山本監督「高原を五輪に呼ぶ」
【アテネ10日=中村基也】各国代表者による五輪監督会議が、当地のホテルで行われたこの日、現地入りしている五輪代表の山本昌邦監督(46)がオーバーエージ(OA)としてFW高原直泰(25=ハンブルガーSV)MF小野伸二(24=フェイエノールト)GK曽ケ端準(24=鹿島)の招集を日本協会を伝えていたことを初めて明かした。肺動脈血栓塞栓(そくせん)を発症している高原についても、招集を強く希望した。
山本監督の気持ちは、やはり固かった。高原について「日本に帰ってから、代表のチームドクターに聞いて間に合えば連れて行きたい」と話した。田中、大久保、平山、高松がしのぎを削るFW争い。それでも、世界と戦うために、もう1段階上の得点力アップにこだわっていた。
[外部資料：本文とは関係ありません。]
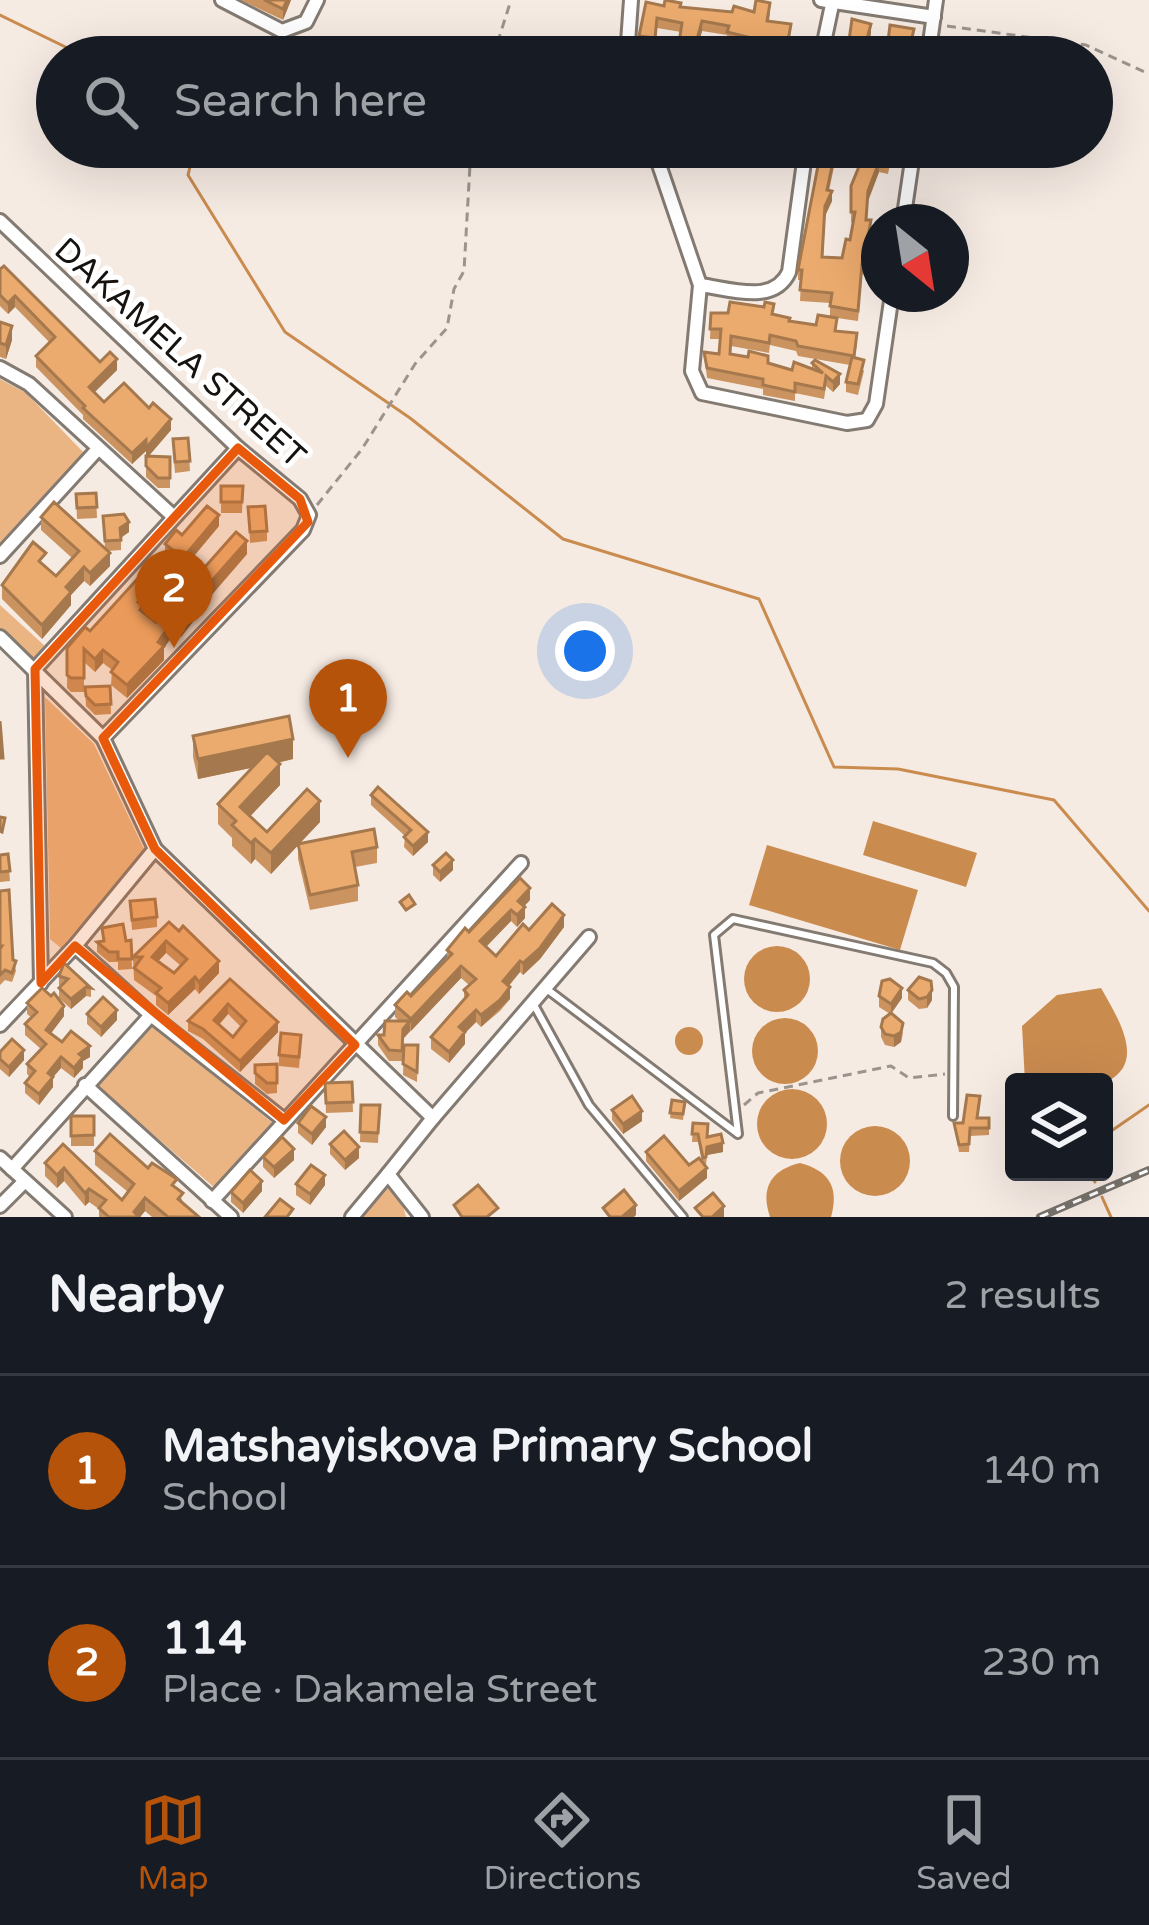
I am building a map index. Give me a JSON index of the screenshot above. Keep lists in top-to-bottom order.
{
  "streets": {
    "street": ["DAKAMELA STREET"]
  },
  "north": "bottom right",
  "page": {
    "search": "Search here",
    "pins": ["2", "1"],
    "heading": ["Nearby", "2 results"],
    "list": [
      {
        "mark": "1",
        "name": "Matshayiskova Primary School",
        "note": "School",
        "value": "140 m"
      },
      {
        "mark": "2",
        "name": "114",
        "note": "Place · Dakamela Street",
        "value": "230 m"
      }
    ],
    "nav": ["Map", "Directions", "Saved"]
  }
}
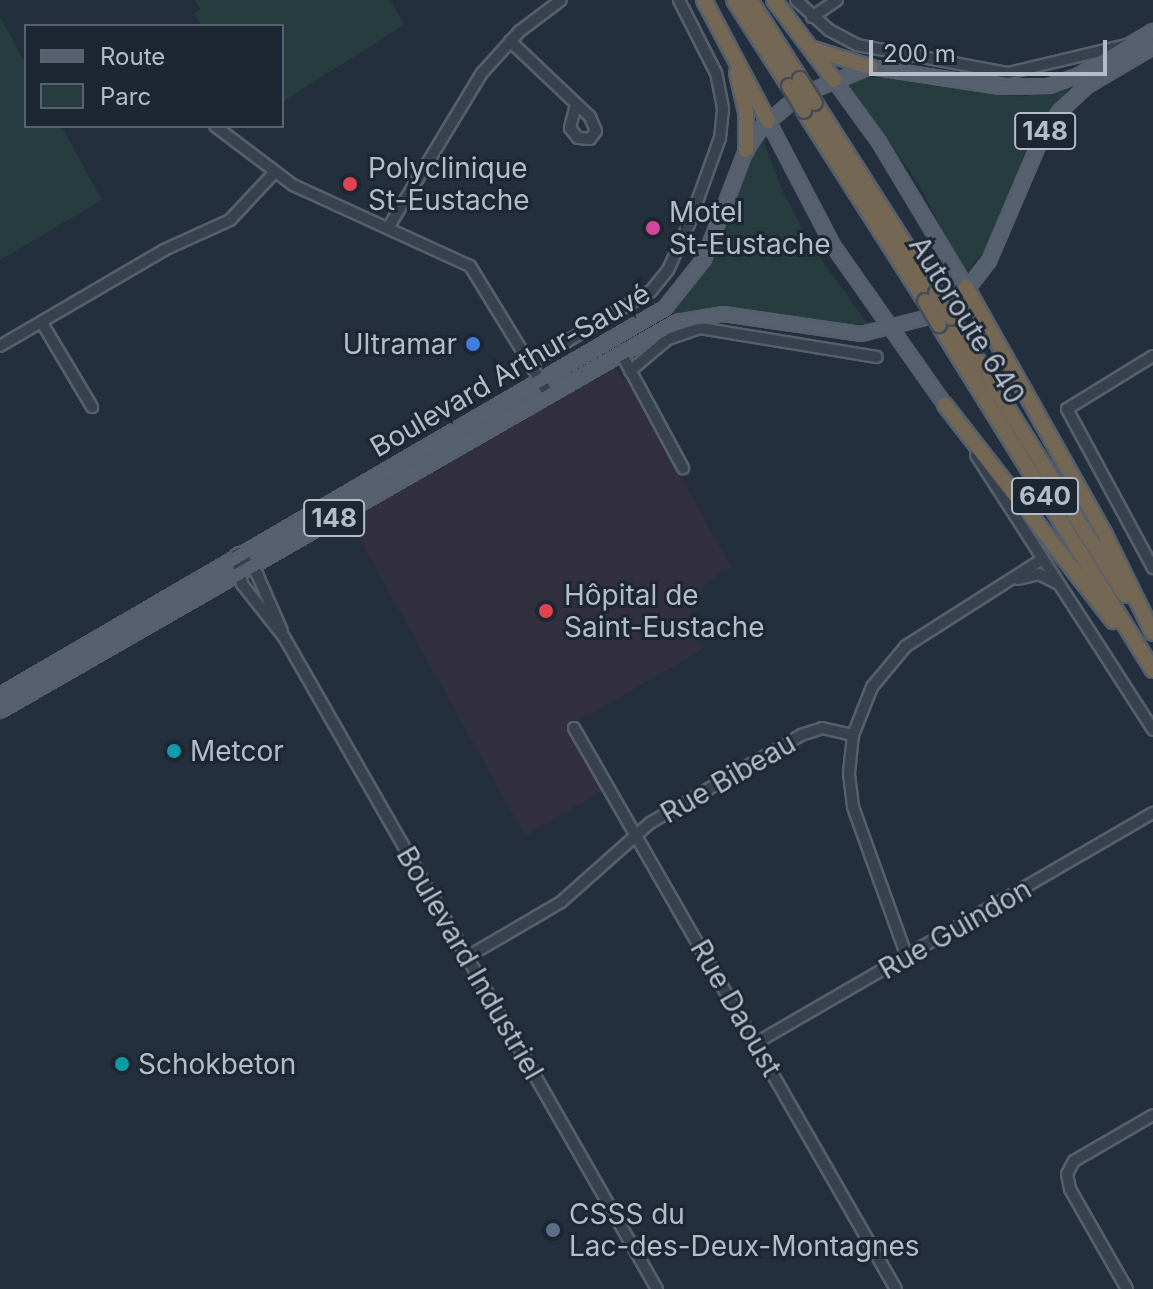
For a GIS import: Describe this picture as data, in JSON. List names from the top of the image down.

「非常に悩んだ末に、たくさんの選択肢からチームのレベルアップに必要な選手を伝えた。協会には前々から言っていた」。現在、静養中の高原は帰国日も未定で病状回復を待つ段階。それでも、山本監督は磐田コーチ時代の教え子である高原の力が必要だと判断した。アルゼンチン、ドイツでの海外経験、02年Jリーグ得点王の実績もある。さらに山本サッカーの理解者でもある。いきなり合流しても、チームを引っ張って山本イズムを五輪世代に伝える役目も託す。
小野、曽ケ端を含めた3人についても「ジーコ監督からベストチョイスと言われた」と笑顔を見せた。発表合流時期については「できるだけ早くが希望だが、協会に任せている」と話した。3人ともクラブ側の了承が取れれば、7月6日からの石垣島合宿から合流する可能性もある。